Vishing: What is it and how do I avoid getting scammed?

We’ve all heard of phishing, the tried-and-tested email scam that spoofs authoritative sources to trick recipients into handing over sensitive information or downloading malware. Well, vishing is its voice call equivalent. It’s a con trick with many variants that can impact individuals and organizations alike – with potentially devastating consequences.

Together phishing, smishing, pharming and vishing cost more than 241,000 victims over $54 million in 2020. And that’s just the cases that were reported to the FBI as many cases of fraud go unreported.

So how do vishing scams work, how do they impact businesses and individuals, and how can you protect yourself from them?

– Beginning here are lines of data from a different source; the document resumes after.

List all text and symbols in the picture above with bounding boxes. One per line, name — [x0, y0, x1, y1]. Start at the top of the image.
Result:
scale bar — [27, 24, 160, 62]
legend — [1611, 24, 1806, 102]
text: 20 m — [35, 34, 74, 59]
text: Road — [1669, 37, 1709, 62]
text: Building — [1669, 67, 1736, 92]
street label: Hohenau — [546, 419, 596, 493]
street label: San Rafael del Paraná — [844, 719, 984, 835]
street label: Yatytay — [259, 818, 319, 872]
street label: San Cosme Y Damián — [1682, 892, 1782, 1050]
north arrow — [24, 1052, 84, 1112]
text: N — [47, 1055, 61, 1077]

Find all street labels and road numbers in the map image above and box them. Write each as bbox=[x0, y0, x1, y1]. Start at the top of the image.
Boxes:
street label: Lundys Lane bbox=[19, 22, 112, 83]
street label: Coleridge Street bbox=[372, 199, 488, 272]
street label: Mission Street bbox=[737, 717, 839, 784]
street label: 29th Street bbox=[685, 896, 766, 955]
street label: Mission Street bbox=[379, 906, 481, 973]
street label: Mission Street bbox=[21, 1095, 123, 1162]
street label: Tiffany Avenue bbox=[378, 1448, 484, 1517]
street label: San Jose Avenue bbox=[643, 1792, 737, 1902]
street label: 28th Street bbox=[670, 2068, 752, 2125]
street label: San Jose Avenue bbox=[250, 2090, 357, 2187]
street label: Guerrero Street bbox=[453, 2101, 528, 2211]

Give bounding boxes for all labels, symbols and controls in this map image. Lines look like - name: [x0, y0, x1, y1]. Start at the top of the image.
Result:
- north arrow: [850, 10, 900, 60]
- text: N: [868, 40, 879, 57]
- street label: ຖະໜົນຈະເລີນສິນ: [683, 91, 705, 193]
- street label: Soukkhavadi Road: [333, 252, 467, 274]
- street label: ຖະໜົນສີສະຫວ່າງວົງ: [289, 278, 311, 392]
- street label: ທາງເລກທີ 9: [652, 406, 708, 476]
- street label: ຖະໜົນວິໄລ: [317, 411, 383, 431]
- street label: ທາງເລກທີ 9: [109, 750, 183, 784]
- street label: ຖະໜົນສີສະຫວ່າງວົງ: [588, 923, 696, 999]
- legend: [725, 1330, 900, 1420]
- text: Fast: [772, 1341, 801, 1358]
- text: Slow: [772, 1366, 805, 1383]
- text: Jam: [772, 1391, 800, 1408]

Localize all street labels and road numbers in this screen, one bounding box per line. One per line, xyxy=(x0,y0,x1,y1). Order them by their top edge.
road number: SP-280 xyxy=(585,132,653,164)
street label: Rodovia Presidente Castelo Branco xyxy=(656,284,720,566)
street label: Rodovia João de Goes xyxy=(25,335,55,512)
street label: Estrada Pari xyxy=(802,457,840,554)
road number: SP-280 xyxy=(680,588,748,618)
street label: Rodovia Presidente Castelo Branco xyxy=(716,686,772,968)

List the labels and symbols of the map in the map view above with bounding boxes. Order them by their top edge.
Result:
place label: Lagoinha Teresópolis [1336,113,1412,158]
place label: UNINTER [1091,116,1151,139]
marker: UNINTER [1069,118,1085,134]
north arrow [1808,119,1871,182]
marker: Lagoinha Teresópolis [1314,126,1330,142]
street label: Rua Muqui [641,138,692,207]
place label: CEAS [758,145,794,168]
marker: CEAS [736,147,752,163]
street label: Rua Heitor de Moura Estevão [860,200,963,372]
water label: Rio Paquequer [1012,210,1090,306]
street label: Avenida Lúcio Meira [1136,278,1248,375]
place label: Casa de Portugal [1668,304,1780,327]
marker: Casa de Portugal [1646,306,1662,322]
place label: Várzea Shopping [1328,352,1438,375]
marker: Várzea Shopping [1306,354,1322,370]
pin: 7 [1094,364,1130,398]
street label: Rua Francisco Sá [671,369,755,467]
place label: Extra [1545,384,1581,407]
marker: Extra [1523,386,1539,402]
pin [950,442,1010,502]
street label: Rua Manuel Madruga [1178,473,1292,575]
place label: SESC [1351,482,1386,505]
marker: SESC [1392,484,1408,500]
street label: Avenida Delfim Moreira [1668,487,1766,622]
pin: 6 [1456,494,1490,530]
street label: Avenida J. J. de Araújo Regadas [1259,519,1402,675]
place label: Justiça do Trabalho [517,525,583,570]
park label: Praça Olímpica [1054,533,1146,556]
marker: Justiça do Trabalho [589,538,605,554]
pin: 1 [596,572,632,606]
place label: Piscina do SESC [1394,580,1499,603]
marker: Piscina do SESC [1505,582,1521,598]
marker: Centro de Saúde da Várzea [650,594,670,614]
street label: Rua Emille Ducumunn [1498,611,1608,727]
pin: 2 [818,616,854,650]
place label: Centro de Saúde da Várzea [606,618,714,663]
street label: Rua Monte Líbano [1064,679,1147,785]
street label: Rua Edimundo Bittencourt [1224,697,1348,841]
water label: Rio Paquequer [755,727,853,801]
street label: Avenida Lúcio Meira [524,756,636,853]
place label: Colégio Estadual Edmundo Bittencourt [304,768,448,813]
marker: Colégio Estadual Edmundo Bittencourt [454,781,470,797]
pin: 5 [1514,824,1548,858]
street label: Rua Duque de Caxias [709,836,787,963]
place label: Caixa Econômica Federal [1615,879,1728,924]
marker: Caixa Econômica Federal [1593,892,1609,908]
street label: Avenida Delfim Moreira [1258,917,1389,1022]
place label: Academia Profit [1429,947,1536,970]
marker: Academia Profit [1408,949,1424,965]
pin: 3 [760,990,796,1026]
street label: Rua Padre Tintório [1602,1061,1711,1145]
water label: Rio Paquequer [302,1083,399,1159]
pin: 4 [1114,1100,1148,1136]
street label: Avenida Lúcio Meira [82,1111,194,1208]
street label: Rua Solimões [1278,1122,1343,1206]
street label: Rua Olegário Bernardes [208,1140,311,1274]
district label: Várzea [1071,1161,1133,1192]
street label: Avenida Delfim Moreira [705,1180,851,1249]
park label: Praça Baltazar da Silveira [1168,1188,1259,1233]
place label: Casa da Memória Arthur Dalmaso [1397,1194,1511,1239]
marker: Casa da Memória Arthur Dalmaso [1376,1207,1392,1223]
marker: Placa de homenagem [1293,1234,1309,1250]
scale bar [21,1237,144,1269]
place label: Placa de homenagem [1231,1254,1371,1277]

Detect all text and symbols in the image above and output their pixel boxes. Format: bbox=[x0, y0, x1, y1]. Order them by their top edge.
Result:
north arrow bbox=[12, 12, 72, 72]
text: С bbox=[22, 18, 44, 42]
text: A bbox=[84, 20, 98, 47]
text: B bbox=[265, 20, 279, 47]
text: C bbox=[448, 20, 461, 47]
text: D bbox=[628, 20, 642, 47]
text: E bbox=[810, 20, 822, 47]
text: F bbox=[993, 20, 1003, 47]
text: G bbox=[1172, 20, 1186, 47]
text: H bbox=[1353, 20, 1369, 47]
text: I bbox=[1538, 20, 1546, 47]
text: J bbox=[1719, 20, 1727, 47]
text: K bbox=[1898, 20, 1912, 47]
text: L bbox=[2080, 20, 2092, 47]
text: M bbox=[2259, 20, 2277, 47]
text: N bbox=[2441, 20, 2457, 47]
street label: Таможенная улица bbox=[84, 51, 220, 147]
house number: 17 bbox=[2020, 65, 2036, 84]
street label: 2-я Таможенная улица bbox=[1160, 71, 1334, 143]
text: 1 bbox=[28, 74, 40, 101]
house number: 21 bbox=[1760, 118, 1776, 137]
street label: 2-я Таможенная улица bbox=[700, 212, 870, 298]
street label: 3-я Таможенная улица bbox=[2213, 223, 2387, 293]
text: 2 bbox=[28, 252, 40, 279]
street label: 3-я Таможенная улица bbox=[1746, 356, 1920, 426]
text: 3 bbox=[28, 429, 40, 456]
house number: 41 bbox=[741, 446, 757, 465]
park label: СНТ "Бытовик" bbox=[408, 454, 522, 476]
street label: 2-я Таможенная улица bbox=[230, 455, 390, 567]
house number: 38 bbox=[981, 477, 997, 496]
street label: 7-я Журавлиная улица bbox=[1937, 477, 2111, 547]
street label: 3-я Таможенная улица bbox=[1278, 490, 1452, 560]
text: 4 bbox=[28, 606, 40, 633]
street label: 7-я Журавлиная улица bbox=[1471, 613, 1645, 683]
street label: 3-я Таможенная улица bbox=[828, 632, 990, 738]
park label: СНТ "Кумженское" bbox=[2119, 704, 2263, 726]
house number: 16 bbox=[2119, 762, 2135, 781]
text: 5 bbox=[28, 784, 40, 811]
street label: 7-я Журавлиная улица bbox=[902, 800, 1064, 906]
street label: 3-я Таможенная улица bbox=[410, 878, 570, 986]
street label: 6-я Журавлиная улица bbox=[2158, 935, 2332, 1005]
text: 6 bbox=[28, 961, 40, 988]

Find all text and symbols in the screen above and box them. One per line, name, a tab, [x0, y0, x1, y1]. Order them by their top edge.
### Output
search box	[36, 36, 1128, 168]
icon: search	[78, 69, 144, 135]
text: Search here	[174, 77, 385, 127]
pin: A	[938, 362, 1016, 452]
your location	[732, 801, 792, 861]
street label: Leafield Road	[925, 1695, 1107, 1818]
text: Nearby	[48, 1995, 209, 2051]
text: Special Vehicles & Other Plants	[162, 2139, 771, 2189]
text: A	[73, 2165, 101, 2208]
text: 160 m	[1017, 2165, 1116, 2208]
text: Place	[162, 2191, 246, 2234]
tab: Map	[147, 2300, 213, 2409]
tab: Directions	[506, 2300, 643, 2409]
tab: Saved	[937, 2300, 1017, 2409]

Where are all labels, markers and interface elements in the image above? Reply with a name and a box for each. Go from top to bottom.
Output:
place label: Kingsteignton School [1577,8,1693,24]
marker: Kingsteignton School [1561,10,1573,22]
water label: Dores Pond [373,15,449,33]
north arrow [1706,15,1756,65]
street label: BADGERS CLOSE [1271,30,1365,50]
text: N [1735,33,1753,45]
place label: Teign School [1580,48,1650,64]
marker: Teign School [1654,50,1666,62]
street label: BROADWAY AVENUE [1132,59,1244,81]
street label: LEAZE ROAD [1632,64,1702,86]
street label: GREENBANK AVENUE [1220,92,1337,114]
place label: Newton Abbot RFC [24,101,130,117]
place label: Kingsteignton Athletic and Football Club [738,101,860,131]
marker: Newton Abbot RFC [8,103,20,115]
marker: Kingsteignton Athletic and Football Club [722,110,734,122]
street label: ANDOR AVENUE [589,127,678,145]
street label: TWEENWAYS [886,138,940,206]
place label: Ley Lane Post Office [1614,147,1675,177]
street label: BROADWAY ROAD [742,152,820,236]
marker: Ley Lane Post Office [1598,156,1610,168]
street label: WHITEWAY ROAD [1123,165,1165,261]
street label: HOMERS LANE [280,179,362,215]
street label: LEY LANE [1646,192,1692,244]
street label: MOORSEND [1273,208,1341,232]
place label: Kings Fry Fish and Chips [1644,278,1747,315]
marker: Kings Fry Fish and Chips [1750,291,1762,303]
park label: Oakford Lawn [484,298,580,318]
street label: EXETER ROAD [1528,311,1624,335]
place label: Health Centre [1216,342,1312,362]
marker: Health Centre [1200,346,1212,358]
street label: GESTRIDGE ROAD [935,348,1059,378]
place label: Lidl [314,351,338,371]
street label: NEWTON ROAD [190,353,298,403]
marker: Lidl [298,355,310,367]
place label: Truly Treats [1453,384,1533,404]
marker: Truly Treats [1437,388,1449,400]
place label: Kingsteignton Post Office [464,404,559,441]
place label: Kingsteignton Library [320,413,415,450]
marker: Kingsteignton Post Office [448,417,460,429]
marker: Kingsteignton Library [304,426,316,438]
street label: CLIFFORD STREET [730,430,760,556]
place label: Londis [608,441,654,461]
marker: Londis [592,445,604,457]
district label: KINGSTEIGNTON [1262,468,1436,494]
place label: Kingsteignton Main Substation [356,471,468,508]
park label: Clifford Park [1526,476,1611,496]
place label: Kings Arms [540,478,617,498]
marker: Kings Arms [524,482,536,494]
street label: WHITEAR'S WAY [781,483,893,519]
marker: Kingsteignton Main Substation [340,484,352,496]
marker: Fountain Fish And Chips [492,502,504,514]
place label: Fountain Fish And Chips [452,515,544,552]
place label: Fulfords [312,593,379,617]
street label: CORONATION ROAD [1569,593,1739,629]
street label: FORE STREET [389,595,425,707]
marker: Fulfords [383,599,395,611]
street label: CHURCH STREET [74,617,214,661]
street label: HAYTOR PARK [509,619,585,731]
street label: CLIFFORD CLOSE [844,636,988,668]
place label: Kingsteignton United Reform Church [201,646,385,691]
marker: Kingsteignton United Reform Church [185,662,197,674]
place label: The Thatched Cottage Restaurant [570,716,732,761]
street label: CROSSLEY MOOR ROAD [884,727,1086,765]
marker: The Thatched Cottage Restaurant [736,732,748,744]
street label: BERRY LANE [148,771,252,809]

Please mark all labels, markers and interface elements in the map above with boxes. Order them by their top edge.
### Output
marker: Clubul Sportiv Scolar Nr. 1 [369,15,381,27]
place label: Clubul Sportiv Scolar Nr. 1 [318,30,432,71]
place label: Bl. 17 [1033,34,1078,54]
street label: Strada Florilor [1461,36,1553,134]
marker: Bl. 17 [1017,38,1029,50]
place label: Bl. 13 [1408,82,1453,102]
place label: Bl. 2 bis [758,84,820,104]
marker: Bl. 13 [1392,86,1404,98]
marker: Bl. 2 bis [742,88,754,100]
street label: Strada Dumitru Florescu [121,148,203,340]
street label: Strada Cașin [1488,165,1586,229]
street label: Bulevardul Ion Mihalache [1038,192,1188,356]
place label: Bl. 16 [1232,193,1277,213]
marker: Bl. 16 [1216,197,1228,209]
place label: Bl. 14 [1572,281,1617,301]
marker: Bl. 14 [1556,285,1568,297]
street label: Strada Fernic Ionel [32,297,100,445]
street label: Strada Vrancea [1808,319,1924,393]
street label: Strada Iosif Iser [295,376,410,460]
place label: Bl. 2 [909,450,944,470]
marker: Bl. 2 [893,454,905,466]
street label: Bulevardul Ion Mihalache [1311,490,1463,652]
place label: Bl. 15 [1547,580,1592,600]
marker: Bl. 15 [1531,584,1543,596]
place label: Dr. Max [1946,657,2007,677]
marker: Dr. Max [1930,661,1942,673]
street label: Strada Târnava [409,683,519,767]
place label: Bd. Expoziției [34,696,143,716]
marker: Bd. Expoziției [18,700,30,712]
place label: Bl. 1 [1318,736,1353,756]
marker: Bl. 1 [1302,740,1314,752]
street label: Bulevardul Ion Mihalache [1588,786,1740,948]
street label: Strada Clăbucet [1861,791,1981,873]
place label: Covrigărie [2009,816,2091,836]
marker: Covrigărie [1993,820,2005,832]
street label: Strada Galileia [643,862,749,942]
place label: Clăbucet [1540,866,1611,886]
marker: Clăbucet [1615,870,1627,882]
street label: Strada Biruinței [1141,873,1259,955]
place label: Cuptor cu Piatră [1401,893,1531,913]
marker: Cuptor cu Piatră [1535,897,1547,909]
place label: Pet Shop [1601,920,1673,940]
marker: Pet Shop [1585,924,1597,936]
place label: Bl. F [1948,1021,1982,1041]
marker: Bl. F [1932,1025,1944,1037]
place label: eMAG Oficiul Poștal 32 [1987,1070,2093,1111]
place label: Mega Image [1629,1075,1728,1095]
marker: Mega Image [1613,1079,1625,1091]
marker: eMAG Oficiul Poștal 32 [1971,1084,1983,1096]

The problem with social engineering

Vishing works across the consumer and business sphere for one very good reason: human fallibility. Social engineering lies at the heart of the bad guys’ efforts. It is, in effect, the art of persuasion. Social engineering is about impersonating a trusted authority – your bank, technology provider, the government, an IT helpdesk worker – and creating a sense of urgency or fear that overrides any natural caution or suspicion the victim may have.

RELATED READING: Would you take the bait? Take our phishing quiz to find out!

These techniques are used in phishing emails and fake text messages (known as smishing). But perhaps they’re most effective when used “live” over the phone. Vishers have several additional tools and tactics to make their scams more successful, including:

• Caller ID spoofing tools, which can be used to hide the scammer’s real location and even impersonate the phone numbers of trusted organizations. Last year, for example, clients of the Ritz London hotel had their personal details stolen during a breach at the luxury hotel and the scammers then used the data to mount convincing social engineering attacks against the victims, spoofing the hotel’s official number in the process.
• Multi-channel scams that might start with a smishing text message, a phishing email or a voicemail and encourage the user to call a number. Doing so will put the victim through direct to a scammer.
• Social media scraping and open source research which can provide the scammer with a wealth of information on their victims. It can be used to target specific individuals (say, corporate employees with privileged accounts) and to add legitimacy to the scam – i.e. the visher may repeat back some personal details to the victim so that they might divulge more.

Transcript of a vishing voicemail message (source: Twitter)

The impact of vishing in the workplace

Vishing is most likely in corporate context to be used to steal privileged credentials. The FBI has warned multiple times of such attacks. Back in August 2020, it detailed a sophisticated operation in which cybercriminals researched their targets and then called pretending to be from IT helpdesk. Victims were encouraged to fill in their log-in details at a previously registered phishing site designed to spoof the company’s VPN log-in page. These credentials were then used to access company databases for customers’ personal information.

Such attacks are more commonplace partly thanks to the mass shift to remote working during the pandemic, the FBI warned. In fact, it was forced to issue another alert in January 2021 for an operation in which similar techniques were used to gain corporate network access.

A now-infamous breach at Twitter, in which highly targeted employees were tricked by vishers into revealing their logins, illustrates that even tech-savvy companies and users can fall victim. In this case, access was used to hijack the accounts of celebrity users to distribute a cryptocurrency scam.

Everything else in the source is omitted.